==== Data for processing

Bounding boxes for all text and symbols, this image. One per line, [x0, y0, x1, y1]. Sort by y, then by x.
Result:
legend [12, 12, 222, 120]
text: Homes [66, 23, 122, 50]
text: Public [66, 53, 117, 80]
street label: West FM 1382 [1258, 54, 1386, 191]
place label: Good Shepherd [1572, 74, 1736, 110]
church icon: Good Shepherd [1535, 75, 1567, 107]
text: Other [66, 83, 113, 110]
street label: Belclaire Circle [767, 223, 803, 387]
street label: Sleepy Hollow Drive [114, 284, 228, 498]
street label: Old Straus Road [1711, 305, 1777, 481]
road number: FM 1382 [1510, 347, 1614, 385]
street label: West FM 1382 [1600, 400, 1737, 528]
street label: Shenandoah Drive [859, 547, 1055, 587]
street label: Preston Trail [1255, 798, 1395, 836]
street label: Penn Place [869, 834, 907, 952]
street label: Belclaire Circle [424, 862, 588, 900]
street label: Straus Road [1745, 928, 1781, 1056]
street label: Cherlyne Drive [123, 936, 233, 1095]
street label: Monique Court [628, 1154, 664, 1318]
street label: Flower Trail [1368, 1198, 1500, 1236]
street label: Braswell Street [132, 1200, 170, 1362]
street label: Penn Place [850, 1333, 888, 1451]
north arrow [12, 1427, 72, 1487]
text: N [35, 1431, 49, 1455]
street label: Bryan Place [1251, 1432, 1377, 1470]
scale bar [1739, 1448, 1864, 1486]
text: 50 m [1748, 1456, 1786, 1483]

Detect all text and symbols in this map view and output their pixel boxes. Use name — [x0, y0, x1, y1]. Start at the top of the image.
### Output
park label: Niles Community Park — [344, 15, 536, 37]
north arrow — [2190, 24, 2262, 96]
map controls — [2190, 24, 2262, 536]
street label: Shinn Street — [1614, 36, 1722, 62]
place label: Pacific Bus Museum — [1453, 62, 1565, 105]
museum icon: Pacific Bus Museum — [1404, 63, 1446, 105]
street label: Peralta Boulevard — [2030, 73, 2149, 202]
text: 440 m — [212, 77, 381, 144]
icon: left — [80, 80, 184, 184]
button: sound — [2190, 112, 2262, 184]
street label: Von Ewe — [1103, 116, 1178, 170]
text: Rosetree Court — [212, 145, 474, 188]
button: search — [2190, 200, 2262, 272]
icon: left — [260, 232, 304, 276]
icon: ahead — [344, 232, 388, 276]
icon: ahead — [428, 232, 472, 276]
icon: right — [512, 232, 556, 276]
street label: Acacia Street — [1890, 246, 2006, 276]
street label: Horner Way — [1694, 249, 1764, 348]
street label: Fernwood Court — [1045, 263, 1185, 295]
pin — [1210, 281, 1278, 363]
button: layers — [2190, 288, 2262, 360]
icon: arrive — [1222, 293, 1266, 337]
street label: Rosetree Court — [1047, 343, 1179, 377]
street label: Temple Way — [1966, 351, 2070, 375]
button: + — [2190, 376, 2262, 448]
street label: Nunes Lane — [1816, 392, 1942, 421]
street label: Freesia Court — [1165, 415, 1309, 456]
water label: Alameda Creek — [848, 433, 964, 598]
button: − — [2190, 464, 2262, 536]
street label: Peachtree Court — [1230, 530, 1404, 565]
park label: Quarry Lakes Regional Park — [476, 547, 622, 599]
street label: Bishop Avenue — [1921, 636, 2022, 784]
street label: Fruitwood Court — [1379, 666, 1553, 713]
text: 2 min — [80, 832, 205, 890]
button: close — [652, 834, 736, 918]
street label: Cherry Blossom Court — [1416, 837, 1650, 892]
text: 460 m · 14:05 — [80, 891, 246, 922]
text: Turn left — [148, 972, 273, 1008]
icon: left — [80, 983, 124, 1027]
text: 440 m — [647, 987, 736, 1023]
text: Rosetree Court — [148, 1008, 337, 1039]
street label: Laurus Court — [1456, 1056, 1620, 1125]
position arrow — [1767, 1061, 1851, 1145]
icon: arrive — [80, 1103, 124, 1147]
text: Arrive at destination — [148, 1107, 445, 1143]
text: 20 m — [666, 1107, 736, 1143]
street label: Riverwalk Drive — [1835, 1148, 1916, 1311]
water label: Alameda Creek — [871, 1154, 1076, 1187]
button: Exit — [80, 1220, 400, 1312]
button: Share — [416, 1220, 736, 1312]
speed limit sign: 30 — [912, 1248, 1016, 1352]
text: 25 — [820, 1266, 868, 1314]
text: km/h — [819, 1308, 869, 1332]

========

Go through the entries and repeat each one exactly.

Bounding boxes for all text and symbols, this image. One per line, [x0, y0, x1, y1]. Sort by y, then by x.
Result:
legend [12, 12, 222, 120]
text: Homes [66, 23, 122, 50]
text: Public [66, 53, 117, 80]
street label: West FM 1382 [1258, 54, 1386, 191]
place label: Good Shepherd [1572, 74, 1736, 110]
church icon: Good Shepherd [1535, 75, 1567, 107]
text: Other [66, 83, 113, 110]
street label: Belclaire Circle [767, 223, 803, 387]
street label: Sleepy Hollow Drive [114, 284, 228, 498]
street label: Old Straus Road [1711, 305, 1777, 481]
road number: FM 1382 [1510, 347, 1614, 385]
street label: West FM 1382 [1600, 400, 1737, 528]
street label: Shenandoah Drive [859, 547, 1055, 587]
street label: Preston Trail [1255, 798, 1395, 836]
street label: Penn Place [869, 834, 907, 952]
street label: Belclaire Circle [424, 862, 588, 900]
street label: Straus Road [1745, 928, 1781, 1056]
street label: Cherlyne Drive [123, 936, 233, 1095]
street label: Monique Court [628, 1154, 664, 1318]
street label: Flower Trail [1368, 1198, 1500, 1236]
street label: Braswell Street [132, 1200, 170, 1362]
street label: Penn Place [850, 1333, 888, 1451]
north arrow [12, 1427, 72, 1487]
text: N [35, 1431, 49, 1455]
street label: Bryan Place [1251, 1432, 1377, 1470]
scale bar [1739, 1448, 1864, 1486]
text: 50 m [1748, 1456, 1786, 1483]

Detect all text and symbols in this map view and output their pixel boxes. Use name — [x0, y0, x1, y1]. Start at the top of the image.
### Output
park label: Niles Community Park — [344, 15, 536, 37]
north arrow — [2190, 24, 2262, 96]
map controls — [2190, 24, 2262, 536]
street label: Shinn Street — [1614, 36, 1722, 62]
place label: Pacific Bus Museum — [1453, 62, 1565, 105]
museum icon: Pacific Bus Museum — [1404, 63, 1446, 105]
street label: Peralta Boulevard — [2030, 73, 2149, 202]
text: 440 m — [212, 77, 381, 144]
icon: left — [80, 80, 184, 184]
button: sound — [2190, 112, 2262, 184]
street label: Von Ewe — [1103, 116, 1178, 170]
text: Rosetree Court — [212, 145, 474, 188]
button: search — [2190, 200, 2262, 272]
icon: left — [260, 232, 304, 276]
icon: ahead — [344, 232, 388, 276]
icon: ahead — [428, 232, 472, 276]
icon: right — [512, 232, 556, 276]
street label: Acacia Street — [1890, 246, 2006, 276]
street label: Horner Way — [1694, 249, 1764, 348]
street label: Fernwood Court — [1045, 263, 1185, 295]
pin — [1210, 281, 1278, 363]
button: layers — [2190, 288, 2262, 360]
icon: arrive — [1222, 293, 1266, 337]
street label: Rosetree Court — [1047, 343, 1179, 377]
street label: Temple Way — [1966, 351, 2070, 375]
button: + — [2190, 376, 2262, 448]
street label: Nunes Lane — [1816, 392, 1942, 421]
street label: Freesia Court — [1165, 415, 1309, 456]
water label: Alameda Creek — [848, 433, 964, 598]
button: − — [2190, 464, 2262, 536]
street label: Peachtree Court — [1230, 530, 1404, 565]
park label: Quarry Lakes Regional Park — [476, 547, 622, 599]
street label: Bishop Avenue — [1921, 636, 2022, 784]
street label: Fruitwood Court — [1379, 666, 1553, 713]
text: 2 min — [80, 832, 205, 890]
button: close — [652, 834, 736, 918]
street label: Cherry Blossom Court — [1416, 837, 1650, 892]
text: 460 m · 14:05 — [80, 891, 246, 922]
text: Turn left — [148, 972, 273, 1008]
icon: left — [80, 983, 124, 1027]
text: 440 m — [647, 987, 736, 1023]
text: Rosetree Court — [148, 1008, 337, 1039]
street label: Laurus Court — [1456, 1056, 1620, 1125]
position arrow — [1767, 1061, 1851, 1145]
icon: arrive — [80, 1103, 124, 1147]
text: Arrive at destination — [148, 1107, 445, 1143]
text: 20 m — [666, 1107, 736, 1143]
street label: Riverwalk Drive — [1835, 1148, 1916, 1311]
water label: Alameda Creek — [871, 1154, 1076, 1187]
button: Exit — [80, 1220, 400, 1312]
button: Share — [416, 1220, 736, 1312]
speed limit sign: 30 — [912, 1248, 1016, 1352]
text: 25 — [820, 1266, 868, 1314]
text: km/h — [819, 1308, 869, 1332]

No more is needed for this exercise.